Kaichou wa Maid-Sama! – Wrap-up

And so ends another high school rom-com in which the focus is on the two most perfect students in the school. Usui is perfect at everything but quickly cracking the tsundere nut that is Misaki, while Misaki is perfect at everything but realizing that someone is in love with her, and she’s falling in love in return. Because why would a perfect guy or girl persue an inferior mate? That would be boring for them and us.

Usui relishes the chase and the constant reproaches. Misaki remains in an agonizing mix of confusion and denial for most of the series, which comes off as denseness to more and more of the side characters (this is appreciated.) The catalyst for her realization finally comes in the final episode, and after twenty-five episodes of turning away, lying, and storming off, she finally leans into a smooch of her own accord. Despite their ridiculous perfection in everything from sports and academics to looks and style, Usui and Misaki stay interesting, and both grow quite a bit, the latter growing more. The series takes its time developing them, with decent results.

Usui essentially knows what he wants from the get-go, and spends the series dispatching rivals and refining and adjusting his charms to suit Misaki’s personality, while knowing when to be firmer and more forward. But Misaki’s transformation isn’t just from an overbearing tomboy to more feminine and mature young woman; due to her role as the perfect backbone of her family, she has never known love period, so it makes sense that it would take a while for her to notice it staring her right in the face.

I had a feeling this series wouldn’t end ambiguously, and in the end, like Usui was with Misaki, I’m glad I was patient with Maid-Sama. The Maid angle is essentially garnish, and always was. The meat of this series is the two main characters, and the steady, measured evolution of their relationship from mutual antagonists to lovers. Rating: 3 (Ending: 3.5)

Kaichou wa Maid-Sama – First Impressions

Rundown: Heroine is an overachieving class president with a secret (she works at a maid cafe) and initially no time or interest in love. In addition to school duties, she has to support her family which her father abandoned and left in debt, hence the maid job. She clashes with a popular, attractive guy who finds out about the maid job, but he isn’t the villain she initially suspects.

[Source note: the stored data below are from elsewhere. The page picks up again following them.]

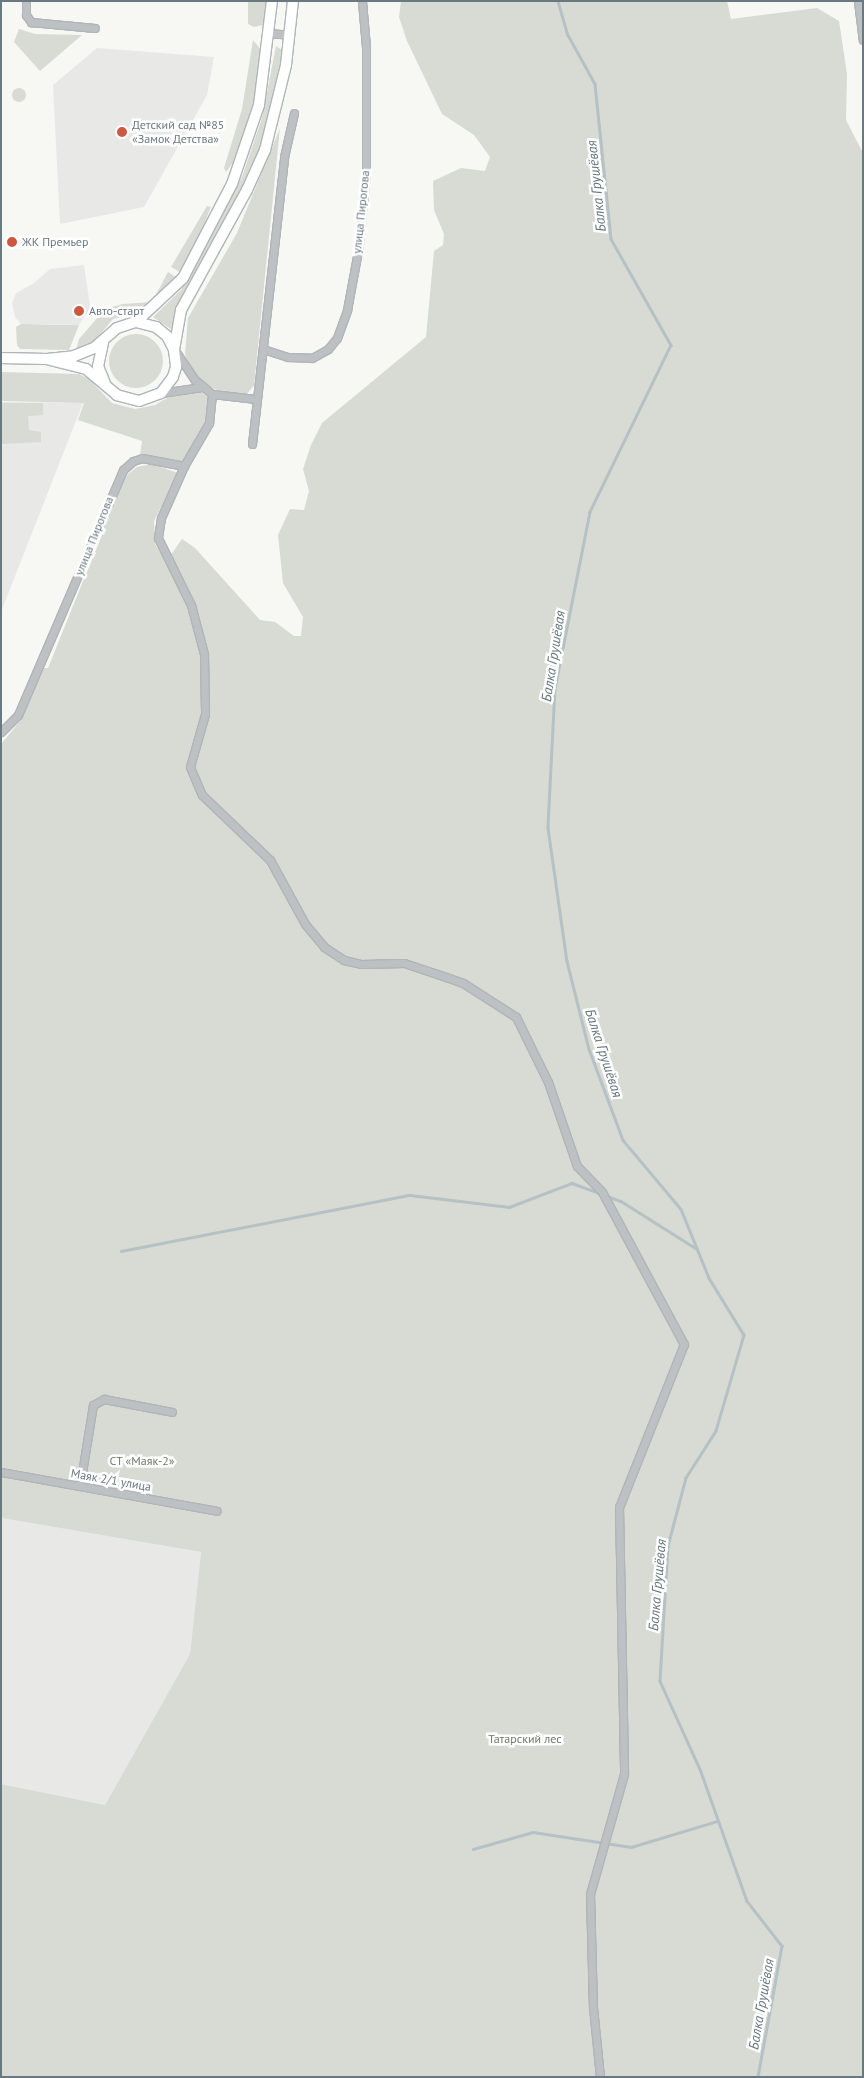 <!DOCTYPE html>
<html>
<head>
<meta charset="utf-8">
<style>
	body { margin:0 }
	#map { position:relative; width:864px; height:2078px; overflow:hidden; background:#f7f7f4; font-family:"PT Sans",sans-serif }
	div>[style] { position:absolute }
	.built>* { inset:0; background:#e8e8e7 }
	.green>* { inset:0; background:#d7dbd4 }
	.round { border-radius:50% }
	.stream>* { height:2.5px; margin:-1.25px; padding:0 1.25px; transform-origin:1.25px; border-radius:1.25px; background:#b5c1c4 }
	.roads { filter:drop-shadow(1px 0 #afb5b8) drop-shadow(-1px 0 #afb5b8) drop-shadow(0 1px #afb5b8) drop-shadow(0 -1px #afb5b8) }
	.street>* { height:7px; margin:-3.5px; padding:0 3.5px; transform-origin:3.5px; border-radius:3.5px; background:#bdc1c4 }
	.secondary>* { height:10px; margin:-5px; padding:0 5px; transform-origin:5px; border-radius:5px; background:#fff }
	.dots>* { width:14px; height:14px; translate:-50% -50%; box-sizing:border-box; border:2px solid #fff; border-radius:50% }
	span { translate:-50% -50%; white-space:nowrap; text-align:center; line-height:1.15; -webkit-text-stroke:5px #fff; paint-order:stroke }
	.poi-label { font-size:12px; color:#6a7881 }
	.left { translate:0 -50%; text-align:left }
	.street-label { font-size:12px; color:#6a7881 }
	.park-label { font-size:12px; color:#6c7968 }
	.water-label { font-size:14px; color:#66787d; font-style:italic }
	.frame { position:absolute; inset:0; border:2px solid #6a7881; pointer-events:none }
</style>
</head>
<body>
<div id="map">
	<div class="built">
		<i style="clip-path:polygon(97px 48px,214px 57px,207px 95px,144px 207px,60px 224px,53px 85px)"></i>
		<i style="clip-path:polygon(84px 265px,91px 313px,86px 314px,79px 325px,21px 324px,15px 317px,12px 303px,16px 293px,34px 283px,50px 269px)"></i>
		<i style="clip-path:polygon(1px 402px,83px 403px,1px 612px)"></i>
		<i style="clip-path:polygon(1px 1518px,201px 1552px,190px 1654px,105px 1805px,1px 1784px)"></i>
	</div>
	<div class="green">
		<i style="clip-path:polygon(248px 1px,268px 1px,263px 25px,254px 27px,248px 24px)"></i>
		<i style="clip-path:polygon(401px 1px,727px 1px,731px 19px,817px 8px,839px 21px,847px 74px,846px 120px,863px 153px,863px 2077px,1px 2077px,1px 1784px,105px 1805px,190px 1654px,201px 1552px,1px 1518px,1px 744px,21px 720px,44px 668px,48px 668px,121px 487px,127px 475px,137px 467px,152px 464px,178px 473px,154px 521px,155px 544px,166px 562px,182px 539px,195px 548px,260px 620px,275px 622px,294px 636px,301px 636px,303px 617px,283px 583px,278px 535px,290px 509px,304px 510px,309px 491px,303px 469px,311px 445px,322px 423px,426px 337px,434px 251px,443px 245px,444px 234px,434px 210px,433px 181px,461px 168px,485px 171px,490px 157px,474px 135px,442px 114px,407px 41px,399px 17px)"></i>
		<i style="clip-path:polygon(19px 29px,35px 34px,82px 35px,40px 71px,14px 42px)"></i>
		<i style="clip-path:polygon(253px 40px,261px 50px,252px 111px,240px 153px,226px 172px,224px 168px,242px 109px)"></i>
		<i style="clip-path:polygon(276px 46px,283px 51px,276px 98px,259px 153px,171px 329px,153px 317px,181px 290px,242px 177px,262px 118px)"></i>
		<i class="round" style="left:12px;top:88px;width:14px;height:14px"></i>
		<i style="clip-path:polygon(280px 128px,254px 385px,247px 394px,219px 391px,200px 381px,191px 370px,185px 354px,188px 318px,237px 233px)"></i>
		<i style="clip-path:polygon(207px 206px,211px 207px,200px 234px,180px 272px,171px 267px)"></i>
		<i style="clip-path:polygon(168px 272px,177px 278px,143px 312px,113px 319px,90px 346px,76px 350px,79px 339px,105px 309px,123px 304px,152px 302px)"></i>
		<i style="clip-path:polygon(21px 324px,56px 325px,79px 325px,69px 350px,20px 349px,17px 345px,16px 327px)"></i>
		<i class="round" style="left:109px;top:334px;width:54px;height:54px"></i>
		<i style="clip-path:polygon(1px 372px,79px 374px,89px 379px,112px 403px,135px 409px,155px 405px,177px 392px,199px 390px,209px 398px,210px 415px,183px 462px,140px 455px,142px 441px,78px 420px,84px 403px,1px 401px)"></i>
		<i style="clip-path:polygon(1px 403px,43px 403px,43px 415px,28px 416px,29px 430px,41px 432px,41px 442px,1px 444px)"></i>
	</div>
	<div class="stream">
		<i style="left:558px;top:1px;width:35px;rotate:74deg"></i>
		<i style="left:568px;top:35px;width:56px;rotate:61.1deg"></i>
		<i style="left:595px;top:84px;width:156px;rotate:84.1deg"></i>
		<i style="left:611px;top:239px;width:122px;rotate:60.5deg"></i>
		<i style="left:671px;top:345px;width:186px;rotate:115.9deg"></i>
		<i style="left:590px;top:512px;width:179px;rotate:101.2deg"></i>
		<i style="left:555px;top:688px;width:140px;rotate:92.9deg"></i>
		<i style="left:548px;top:828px;width:134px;rotate:81.9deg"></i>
		<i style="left:567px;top:961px;width:91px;rotate:76deg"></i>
		<i style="left:589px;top:1049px;width:97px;rotate:69.5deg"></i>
		<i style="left:623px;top:1140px;width:90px;rotate:50deg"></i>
		<i style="left:681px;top:1209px;width:74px;rotate:67.9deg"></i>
		<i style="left:709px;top:1278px;width:67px;rotate:58.4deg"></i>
		<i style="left:744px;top:1335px;width:100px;rotate:106.3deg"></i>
		<i style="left:716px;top:1431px;width:56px;rotate:122.6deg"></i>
		<i style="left:686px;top:1478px;width:70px;rotate:104.8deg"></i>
		<i style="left:668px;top:1546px;width:135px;rotate:93.4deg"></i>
		<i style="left:660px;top:1681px;width:97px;rotate:65.6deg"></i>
		<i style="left:700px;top:1769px;width:140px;rotate:70.4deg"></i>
		<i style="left:747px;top:1901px;width:57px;rotate:52.1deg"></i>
		<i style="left:782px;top:1946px;width:133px;rotate:100.4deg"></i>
		<i style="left:607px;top:1196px;width:15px;rotate:20deg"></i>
		<i style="left:621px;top:1201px;width:90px;rotate:32.3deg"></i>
		<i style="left:121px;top:1251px;width:294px;rotate:-11deg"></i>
		<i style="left:410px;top:1195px;width:100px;rotate:6.9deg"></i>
		<i style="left:509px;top:1207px;width:67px;rotate:-20.9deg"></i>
		<i style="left:572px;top:1183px;width:29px;rotate:20deg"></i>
		<i style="left:473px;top:1849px;width:62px;rotate:-15.8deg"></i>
		<i style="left:533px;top:1832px;width:99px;rotate:8.7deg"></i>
		<i style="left:631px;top:1847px;width:90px;rotate:-16.8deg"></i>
	</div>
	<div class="roads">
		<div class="street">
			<i style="left:26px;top:1px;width:14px;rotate:90deg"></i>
			<i style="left:26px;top:15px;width:9px;rotate:54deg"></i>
			<i style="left:31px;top:22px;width:64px;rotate:5.4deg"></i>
			<i style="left:858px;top:1px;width:39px;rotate:83deg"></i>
			<i style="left:268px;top:33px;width:21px;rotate:5deg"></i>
			<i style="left:263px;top:349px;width:26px;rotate:18deg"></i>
			<i style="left:288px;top:357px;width:24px;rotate:2deg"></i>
			<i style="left:312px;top:358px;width:18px;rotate:-29deg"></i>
			<i style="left:328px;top:349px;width:14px;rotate:-51deg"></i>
			<i style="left:337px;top:338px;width:30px;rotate:-70deg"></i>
			<i style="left:347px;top:310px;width:66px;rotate:-79.5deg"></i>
			<i style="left:359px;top:245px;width:72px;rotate:-84.4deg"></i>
			<i style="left:366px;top:173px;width:126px;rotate:-90deg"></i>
			<i style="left:366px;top:47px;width:46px;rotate:-95deg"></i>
			<i style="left:176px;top:352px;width:34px;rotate:56deg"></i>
			<i style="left:195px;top:380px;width:22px;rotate:39deg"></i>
			<i style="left:212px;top:394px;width:44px;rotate:6.5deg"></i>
			<i style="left:161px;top:393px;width:41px;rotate:-8.3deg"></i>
			<i style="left:252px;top:444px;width:289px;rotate:-83.6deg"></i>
			<i style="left:284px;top:157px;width:45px;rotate:-77.2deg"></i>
			<i style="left:184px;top:466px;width:57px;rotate:113.9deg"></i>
			<i style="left:161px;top:518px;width:20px;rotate:99deg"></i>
			<i style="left:158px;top:538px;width:75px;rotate:63.8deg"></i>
			<i style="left:191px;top:605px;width:51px;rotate:75.1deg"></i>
			<i style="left:204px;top:654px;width:60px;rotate:89deg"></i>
			<i style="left:205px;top:714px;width:55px;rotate:105.8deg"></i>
			<i style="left:190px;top:767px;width:30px;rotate:67deg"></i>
			<i style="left:202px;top:795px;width:94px;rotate:43.7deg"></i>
			<i style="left:270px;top:860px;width:73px;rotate:61.3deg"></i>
			<i style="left:305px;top:924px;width:30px;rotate:50deg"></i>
			<i style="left:324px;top:947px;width:24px;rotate:33deg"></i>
			<i style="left:344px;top:960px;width:17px;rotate:13deg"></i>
			<i style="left:361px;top:964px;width:43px;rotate:-1.3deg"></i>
			<i style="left:404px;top:963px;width:47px;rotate:18.4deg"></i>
			<i style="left:449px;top:978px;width:15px;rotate:20deg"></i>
			<i style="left:463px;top:983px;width:63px;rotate:32.7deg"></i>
			<i style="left:516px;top:1017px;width:72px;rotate:63.8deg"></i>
			<i style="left:548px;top:1082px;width:89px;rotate:71deg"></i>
			<i style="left:577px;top:1166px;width:36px;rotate:46deg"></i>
			<i style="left:602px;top:1192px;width:173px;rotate:61.7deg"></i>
			<i style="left:684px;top:1344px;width:175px;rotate:111.7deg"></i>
			<i style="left:619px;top:1507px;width:267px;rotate:88.9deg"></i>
			<i style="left:624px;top:1774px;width:125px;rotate:105.8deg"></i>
			<i style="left:590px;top:1894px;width:113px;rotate:88.5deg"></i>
			<i style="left:593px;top:2007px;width:70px;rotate:84.3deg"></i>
			<i style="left:1px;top:732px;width:24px;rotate:-45deg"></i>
			<i style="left:18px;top:715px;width:267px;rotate:-66.8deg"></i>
			<i style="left:123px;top:470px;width:13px;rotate:-42deg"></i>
			<i style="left:133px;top:461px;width:9px;rotate:-18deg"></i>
			<i style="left:142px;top:458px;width:43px;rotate:10.8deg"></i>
			<i style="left:184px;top:466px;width:50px;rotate:-59.8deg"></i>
			<i style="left:209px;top:423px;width:29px;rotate:-84deg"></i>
			<i style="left:1px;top:1472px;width:219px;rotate:10.2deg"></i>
			<i style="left:80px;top:1485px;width:81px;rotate:-80.8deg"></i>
			<i style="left:93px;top:1405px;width:13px;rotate:-29deg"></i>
			<i style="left:104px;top:1399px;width:69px;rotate:10.8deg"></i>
		</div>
		<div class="secondary">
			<i style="left:136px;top:322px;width:64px;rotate:-43.1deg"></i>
			<i style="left:183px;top:278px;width:106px;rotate:-62.5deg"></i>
			<i style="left:232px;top:184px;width:83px;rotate:-71.1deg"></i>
			<i style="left:259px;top:105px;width:105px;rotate:-82.9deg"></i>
			<i style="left:103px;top:343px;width:24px;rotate:102deg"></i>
			<i style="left:98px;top:366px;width:18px;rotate:68deg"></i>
			<i style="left:174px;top:350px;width:41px;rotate:-80.1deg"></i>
			<i style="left:181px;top:310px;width:137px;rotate:-61.2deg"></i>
			<i style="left:247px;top:190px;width:44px;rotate:-65.8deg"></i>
			<i style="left:265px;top:150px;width:88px;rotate:-76.1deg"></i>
			<i style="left:286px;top:65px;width:64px;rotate:-83.8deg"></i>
			<i style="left:1px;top:358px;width:46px;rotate:1.2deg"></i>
			<i style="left:47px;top:359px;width:27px;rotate:-6deg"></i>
			<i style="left:74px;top:356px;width:22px;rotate:-22deg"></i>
			<i style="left:94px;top:348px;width:30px;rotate:-41deg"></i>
			<i style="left:117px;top:328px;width:20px;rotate:-18deg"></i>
			<i style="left:136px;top:322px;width:21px;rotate:14deg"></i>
			<i style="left:156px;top:327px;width:14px;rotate:39deg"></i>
			<i style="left:167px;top:336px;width:16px;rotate:63deg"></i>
			<i style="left:174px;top:350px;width:17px;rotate:83deg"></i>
			<i style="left:176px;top:367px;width:10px;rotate:107deg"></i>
			<i style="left:173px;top:377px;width:20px;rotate:127deg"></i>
			<i style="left:161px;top:393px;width:23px;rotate:160deg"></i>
			<i style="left:139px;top:401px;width:23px;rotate:-165deg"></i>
			<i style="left:117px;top:395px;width:40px;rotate:-140deg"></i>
			<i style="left:86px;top:369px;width:40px;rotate:-165.6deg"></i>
		</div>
	</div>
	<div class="dots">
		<i style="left:122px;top:132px;background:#cc583f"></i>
		<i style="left:12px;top:242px;background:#cc583f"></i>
		<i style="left:79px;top:311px;background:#cc583f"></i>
	</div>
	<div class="poi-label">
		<span class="left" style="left:132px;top:132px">Детский сад №85<br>«Замок Детства»</span>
		<span class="left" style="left:22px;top:242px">ЖК Премьер</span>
		<span class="left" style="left:89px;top:311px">Авто-старт</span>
	</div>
	<div class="street-label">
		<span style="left:361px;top:212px;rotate:-84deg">улица Пирогова</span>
		<span style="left:94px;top:536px;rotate:-68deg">улица Пирогова</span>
		<span style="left:111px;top:1480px;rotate:10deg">Маяк 2/1 улица</span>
	</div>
	<div class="park-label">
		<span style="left:142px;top:1461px">СТ «Маяк-2»</span>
		<span style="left:525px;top:1739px">Татарский лес</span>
	</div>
	<div class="water-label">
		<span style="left:596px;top:186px;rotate:-96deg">Балка Грушёвая</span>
		<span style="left:553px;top:656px;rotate:-81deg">Балка Грушёвая</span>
		<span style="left:604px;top:1053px;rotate:72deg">Балка Грушёвая</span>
		<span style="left:657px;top:1585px;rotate:-85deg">Балка Грушёвая</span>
		<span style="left:761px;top:2004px;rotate:-80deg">Балка Грушёвая</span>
	</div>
	<div class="frame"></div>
</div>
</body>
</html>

Lovejoy: Once I got past the gimmicky concept, I found this a good romance in the making (also I haven’t really seen any other maid shows). I like how Misaki is the first female class president in a school that’s still mostly male. She’s like an Obama, and she working towards a more perfect union in her school, where neither gender has the run of the place. Being a talented politician requires acting chops, so it actually seems quite natural that she’d work at a maid cafe. Since working there pays well (probably better than a normal cafe, for instance), it makes practical sense too. With so much on her plate and so much competitive drive, it’s logical for her to interpret a guy’s fairly unorthodox advances as hostile. She sees the guy achieving success with little or no effort while nothing comes easy to her, but that’s just her perspective.